= Seksaria =

Family in India

The Seksarias are a premier industrialist family of India. It is a well recognised and respected family name in the Marwari community in India. The Seksaria family originally came from the district called Sekhsar in Rajasthan, India, hence they chose the family name "Seksaria".

In the early 20th century they were considered as stalwarts in industries like textiles, cotton, rice & oil, banking, real estate, mining, printing, movie production, sugar, steel, commodities and equity markets where their industries and property holdings were spread across the whole country. They were also widely regarded as one of the wealthiest families in the country around this time.

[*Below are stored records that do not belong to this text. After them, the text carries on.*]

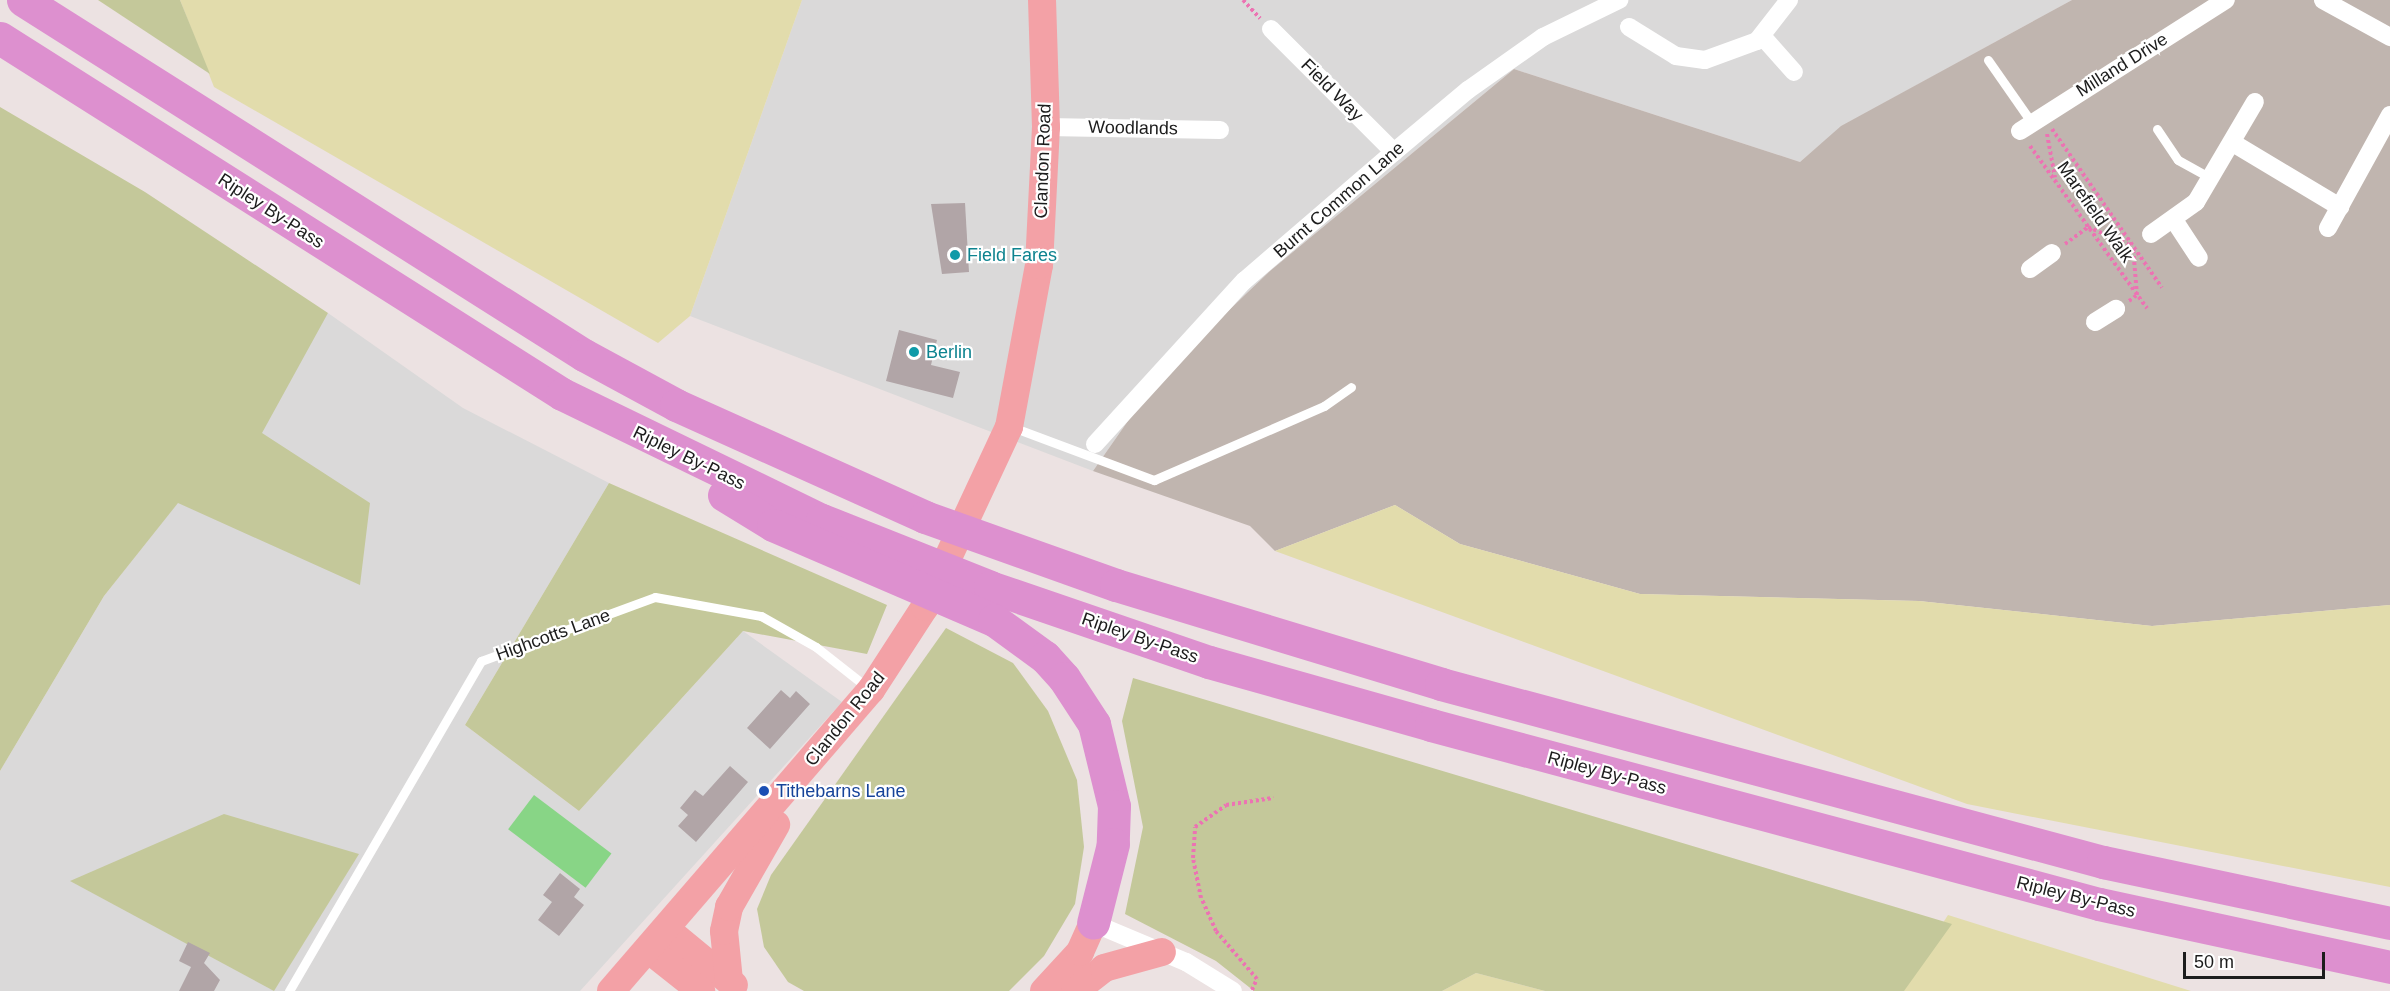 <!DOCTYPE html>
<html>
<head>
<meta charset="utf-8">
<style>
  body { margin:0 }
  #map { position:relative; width:2390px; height:991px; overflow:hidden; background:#ece2e2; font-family:Arial,sans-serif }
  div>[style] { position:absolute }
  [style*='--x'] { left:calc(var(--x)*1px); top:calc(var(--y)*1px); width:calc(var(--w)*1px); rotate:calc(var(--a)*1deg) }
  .residential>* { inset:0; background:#dad9d9 }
  .construction>* { inset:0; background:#c0b5af }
  .grass>* { inset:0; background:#e2dcac }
  .forest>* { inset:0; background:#c4c89a }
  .pitch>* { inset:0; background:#88d586; transform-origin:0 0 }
  .building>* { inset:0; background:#b1a5a7 }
  .path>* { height:4px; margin-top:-2px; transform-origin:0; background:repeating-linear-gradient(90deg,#ec73b3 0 3px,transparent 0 6px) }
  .lane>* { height:9px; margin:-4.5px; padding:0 4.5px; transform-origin:4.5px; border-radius:4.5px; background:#fff }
  .street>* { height:18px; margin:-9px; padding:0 9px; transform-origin:9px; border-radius:9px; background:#fff }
  .primary>* { height:28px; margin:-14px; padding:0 14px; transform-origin:14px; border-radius:14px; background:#f3a1a6 }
  .highway>* { height:33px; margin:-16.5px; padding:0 16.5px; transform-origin:16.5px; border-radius:16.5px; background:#dd90cf }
  .dots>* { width:16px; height:16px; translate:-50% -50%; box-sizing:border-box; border:3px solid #fff; border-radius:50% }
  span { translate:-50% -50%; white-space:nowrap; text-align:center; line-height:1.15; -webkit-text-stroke:4.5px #fff; paint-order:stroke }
  .street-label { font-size:18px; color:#1c1c1c }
  .culture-label { font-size:18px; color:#0d838f }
  .left { translate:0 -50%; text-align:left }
  .transit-label { font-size:18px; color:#164399 }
  .scale { position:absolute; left:2183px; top:952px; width:142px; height:27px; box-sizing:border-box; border:3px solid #1c1c1c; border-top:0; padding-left:8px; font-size:18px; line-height:21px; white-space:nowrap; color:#1c1c1c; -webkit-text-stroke:4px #fff; paint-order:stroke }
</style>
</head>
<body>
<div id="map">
  <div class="residential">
    <div style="clip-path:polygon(802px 0,2072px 0,1842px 126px,1800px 162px,1514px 69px,1270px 271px,1158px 378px,1093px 471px,690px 316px)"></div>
    <div style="clip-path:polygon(328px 313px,463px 408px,609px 483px,465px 725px,579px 811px,743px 631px,842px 702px,580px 991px,0 991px,0 771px,104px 596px)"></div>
  </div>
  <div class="construction">
    <div style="clip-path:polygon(2072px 0,2390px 0,2390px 605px,2152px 626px,1919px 601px,1640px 594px,1460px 544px,1395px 505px,1275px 551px,1250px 526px,1093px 471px,1158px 378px,1270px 271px,1514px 69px,1800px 162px,1841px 126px)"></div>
  </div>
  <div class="grass">
    <div style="clip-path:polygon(180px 0,802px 0,690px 316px,658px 343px,214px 87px)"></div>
    <div style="clip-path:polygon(1395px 505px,1460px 544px,1640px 594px,1919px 601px,2152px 626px,2390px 605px,2390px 887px,1967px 804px,1275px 551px)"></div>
    <div style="clip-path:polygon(1948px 915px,2191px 991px,1899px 991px)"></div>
    <div style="clip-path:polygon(1476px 973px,1545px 991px,1442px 991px)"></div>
  </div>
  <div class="forest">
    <div style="clip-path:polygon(98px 0,180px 0,210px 74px)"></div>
    <div style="clip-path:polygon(0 107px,145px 192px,328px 313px,262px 433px,370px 503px,360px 585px,178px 503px,104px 596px,0 771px)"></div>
    <div style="clip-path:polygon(609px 483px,887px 605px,867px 654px,743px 631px,579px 811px,465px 725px)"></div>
    <div style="clip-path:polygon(946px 628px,1013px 663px,1048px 711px,1077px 780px,1084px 847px,1075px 904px,1044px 956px,1009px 991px,804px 991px,788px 982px,764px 947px,757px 909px,771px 875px)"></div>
    <div style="clip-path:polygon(1133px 678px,1952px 924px,1904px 991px,1545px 991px,1476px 973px,1442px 991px,1254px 991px,1216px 961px,1125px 914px,1143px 827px,1122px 721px)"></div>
    <div style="clip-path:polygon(224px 814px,359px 854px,274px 991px,70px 881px)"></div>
  </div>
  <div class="pitch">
    <div style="left:534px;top:795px;width:97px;height:43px;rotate:37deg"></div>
  </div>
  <div class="building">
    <div style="clip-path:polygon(965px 203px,969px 272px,942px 274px,931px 204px)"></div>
    <div style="clip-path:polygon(899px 330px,937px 340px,931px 365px,960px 372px,953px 398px,886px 381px)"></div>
    <div style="clip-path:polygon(781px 690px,790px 698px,796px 691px,810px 704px,770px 749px,747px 728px)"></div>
    <div style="clip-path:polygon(730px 766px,748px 782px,696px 842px,678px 826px,688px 815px,680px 808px,695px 790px,703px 796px)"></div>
    <div style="clip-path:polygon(560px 873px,580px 889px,574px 897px,584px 905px,559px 936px,538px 920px,552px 902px,543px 895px)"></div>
    <div style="clip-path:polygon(188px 942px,210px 953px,204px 963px,220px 980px,214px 991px,179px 991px,191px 967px,179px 961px)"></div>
  </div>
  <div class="path">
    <div style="--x:1243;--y:0;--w:25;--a:47"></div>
    <div style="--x:2052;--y:129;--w:193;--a:55.3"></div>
    <div style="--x:2047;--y:134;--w:44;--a:79.5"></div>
    <div style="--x:2030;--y:146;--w:200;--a:54.2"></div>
    <div style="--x:2065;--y:244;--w:29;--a:-36"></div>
    <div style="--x:2088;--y:227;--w:48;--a:23.4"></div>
    <div style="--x:2129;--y:301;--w:10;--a:-37"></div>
    <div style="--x:2137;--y:295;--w:48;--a:-94.8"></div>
    <div style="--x:1252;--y:990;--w:12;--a:-66"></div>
    <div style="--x:1257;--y:979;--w:63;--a:-130.5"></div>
    <div style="--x:1216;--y:931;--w:36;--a:-114"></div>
    <div style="--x:1201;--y:898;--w:41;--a:-101.3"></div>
    <div style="--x:1193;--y:858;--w:31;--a:-86"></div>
    <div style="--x:1195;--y:827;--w:38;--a:-35"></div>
    <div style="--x:1226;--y:805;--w:48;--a:-8.5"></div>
  </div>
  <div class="lane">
    <div style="--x:1988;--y:60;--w:77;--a:55.1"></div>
    <div style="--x:2157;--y:129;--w:37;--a:56"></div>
    <div style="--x:2178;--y:160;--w:38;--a:29"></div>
    <div style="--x:1012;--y:427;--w:152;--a:20.5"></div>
    <div style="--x:1154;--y:480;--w:185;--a:-23.5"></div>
    <div style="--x:1324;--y:406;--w:33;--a:-35"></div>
    <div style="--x:289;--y:991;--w:382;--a:-59.8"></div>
    <div style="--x:481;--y:661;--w:185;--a:-20.2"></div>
    <div style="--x:655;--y:597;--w:108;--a:10.2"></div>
    <div style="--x:761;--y:616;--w:63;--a:29.4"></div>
    <div style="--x:816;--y:647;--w:66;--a:38.3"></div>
  </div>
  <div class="street">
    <div style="--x:2323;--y:0;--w:77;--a:28.9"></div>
    <div style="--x:1629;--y:27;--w:55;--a:31.7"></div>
    <div style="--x:1676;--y:56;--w:29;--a:8"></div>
    <div style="--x:1705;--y:60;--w:55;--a:-20.1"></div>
    <div style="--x:1757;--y:41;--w:52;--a:-52"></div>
    <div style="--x:1271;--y:29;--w:174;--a:45"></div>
    <div style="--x:1762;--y:36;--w:48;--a:48.4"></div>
    <div style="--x:1046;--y:127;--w:174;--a:1"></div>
    <div style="--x:2020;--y:131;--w:244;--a:-32.5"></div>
    <div style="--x:2233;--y:143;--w:125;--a:30.9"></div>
    <div style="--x:2174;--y:220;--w:45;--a:56.7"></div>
    <div style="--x:2328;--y:228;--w:129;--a:-61.2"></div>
    <div style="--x:2151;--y:234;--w:55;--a:-35.4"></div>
    <div style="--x:2196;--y:202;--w:116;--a:-59.5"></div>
    <div style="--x:2030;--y:269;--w:27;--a:-36"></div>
    <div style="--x:2095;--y:322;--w:25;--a:-32"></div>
    <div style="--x:1095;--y:444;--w:221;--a:-47.6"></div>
    <div style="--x:1244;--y:281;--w:198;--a:-40.7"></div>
    <div style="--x:1394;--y:152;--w:97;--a:-40"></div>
    <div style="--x:1468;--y:90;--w:92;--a:-35.2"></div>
    <div style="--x:1543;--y:37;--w:85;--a:-26"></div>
    <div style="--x:1093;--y:923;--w:101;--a:22.8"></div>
    <div style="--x:1186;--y:962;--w:55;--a:31.7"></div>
  </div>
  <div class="primary">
    <div style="--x:666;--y:929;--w:88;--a:39.5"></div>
    <div style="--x:648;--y:949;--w:68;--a:38.4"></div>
    <div style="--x:729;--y:981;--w:50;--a:-95.7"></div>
    <div style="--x:724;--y:931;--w:25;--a:-78"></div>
    <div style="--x:729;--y:907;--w:95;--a:-60.2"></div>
    <div style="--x:611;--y:991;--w:398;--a:-49.2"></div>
    <div style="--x:871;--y:690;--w:99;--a:-57"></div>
    <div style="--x:925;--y:607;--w:199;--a:-65"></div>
    <div style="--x:1009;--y:427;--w:165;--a:-79.5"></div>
    <div style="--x:1039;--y:265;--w:138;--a:-87.1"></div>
    <div style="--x:1046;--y:127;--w:127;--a:-91.8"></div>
    <div style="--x:1044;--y:991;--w:53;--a:-47.3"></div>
    <div style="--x:1080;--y:952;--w:32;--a:-66"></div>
    <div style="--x:1075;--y:991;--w:37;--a:-38"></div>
    <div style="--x:1104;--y:968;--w:60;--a:-15.4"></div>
  </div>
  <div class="highway">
    <div style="--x:23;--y:0;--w:664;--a:32.33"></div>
    <div style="--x:584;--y:355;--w:105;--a:28.5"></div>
    <div style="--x:676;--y:405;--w:273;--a:24.2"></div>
    <div style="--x:925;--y:517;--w:203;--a:19.6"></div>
    <div style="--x:1116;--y:585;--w:340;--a:16.9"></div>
    <div style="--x:1441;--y:684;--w:686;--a:15.05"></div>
    <div style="--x:2103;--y:862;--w:293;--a:12"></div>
    <div style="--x:0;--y:38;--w:665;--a:32.35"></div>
    <div style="--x:562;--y:394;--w:289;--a:25.9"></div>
    <div style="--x:822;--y:520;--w:181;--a:21.7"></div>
    <div style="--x:990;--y:587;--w:231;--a:18.9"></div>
    <div style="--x:1209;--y:662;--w:231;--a:15.8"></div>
    <div style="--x:1431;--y:725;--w:692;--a:15"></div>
    <div style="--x:2099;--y:904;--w:298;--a:12.2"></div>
    <div style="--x:724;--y:495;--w:57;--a:31.5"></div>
    <div style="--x:773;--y:525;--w:241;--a:23.3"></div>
    <div style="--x:994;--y:620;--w:63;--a:36"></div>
    <div style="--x:1045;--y:657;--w:28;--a:48"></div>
    <div style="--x:1064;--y:678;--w:55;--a:56.9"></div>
    <div style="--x:1094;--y:724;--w:84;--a:76.3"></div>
    <div style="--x:1114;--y:806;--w:38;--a:92"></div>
    <div style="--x:1113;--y:844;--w:81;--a:104.2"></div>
  </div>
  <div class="dots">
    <div style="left:955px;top:255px;background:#0f9aa8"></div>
    <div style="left:914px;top:352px;background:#0f9aa8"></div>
    <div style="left:764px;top:791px;background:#1a4fb4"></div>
  </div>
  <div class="street-label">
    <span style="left:2122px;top:65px;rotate:-32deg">Milland Drive</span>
    <span style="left:1332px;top:90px;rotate:45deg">Field Way</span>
    <span style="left:1133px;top:128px;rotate:1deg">Woodlands</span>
    <span style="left:1043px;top:161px;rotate:-88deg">Clandon Road</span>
    <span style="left:1339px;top:200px;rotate:-41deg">Burnt Common Lane</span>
    <span style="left:271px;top:211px;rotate:33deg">Ripley By-Pass</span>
    <span style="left:2095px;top:212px;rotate:55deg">Marefield Walk</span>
    <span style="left:689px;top:458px;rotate:26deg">Ripley By-Pass</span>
    <span style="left:553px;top:635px;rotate:-20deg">Highcotts Lane</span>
    <span style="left:1140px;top:638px;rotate:19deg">Ripley By-Pass</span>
    <span style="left:845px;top:719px;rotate:-51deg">Clandon Road</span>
    <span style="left:1607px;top:773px;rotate:15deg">Ripley By-Pass</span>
    <span style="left:2076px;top:897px;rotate:14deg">Ripley By-Pass</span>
  </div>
  <div class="culture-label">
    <span class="left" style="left:967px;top:255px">Field Fares</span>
    <span class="left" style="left:926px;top:352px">Berlin</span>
  </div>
  <div class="transit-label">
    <span class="left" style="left:776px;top:791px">Tithebarns Lane</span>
  </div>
  <div class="scale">50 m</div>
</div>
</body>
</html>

An iconic figure in the family, Mr. Govindram Seksaria, was referred to as The Cotton King of the world. The New York Cotton Exchange has erected a ziggurat in his honor inside the office building. Another well known industrialist in the family was Makhanlal Gordhandas Seksaria. The family was also closely associated with the India's Independence Movement with close ties to leading freedom fighters of that time, including Mahatma Gandhi.

For many Indian industrialist families, the Nationalisation Act and the Land Ceiling Act had brought about significant changes in their holdings. However, the Seksaria tradition is still carried on by the current generation of family torchbearers and the 80-Room Seksaria Family Haveli in the Rajasthani village of Navalgarh.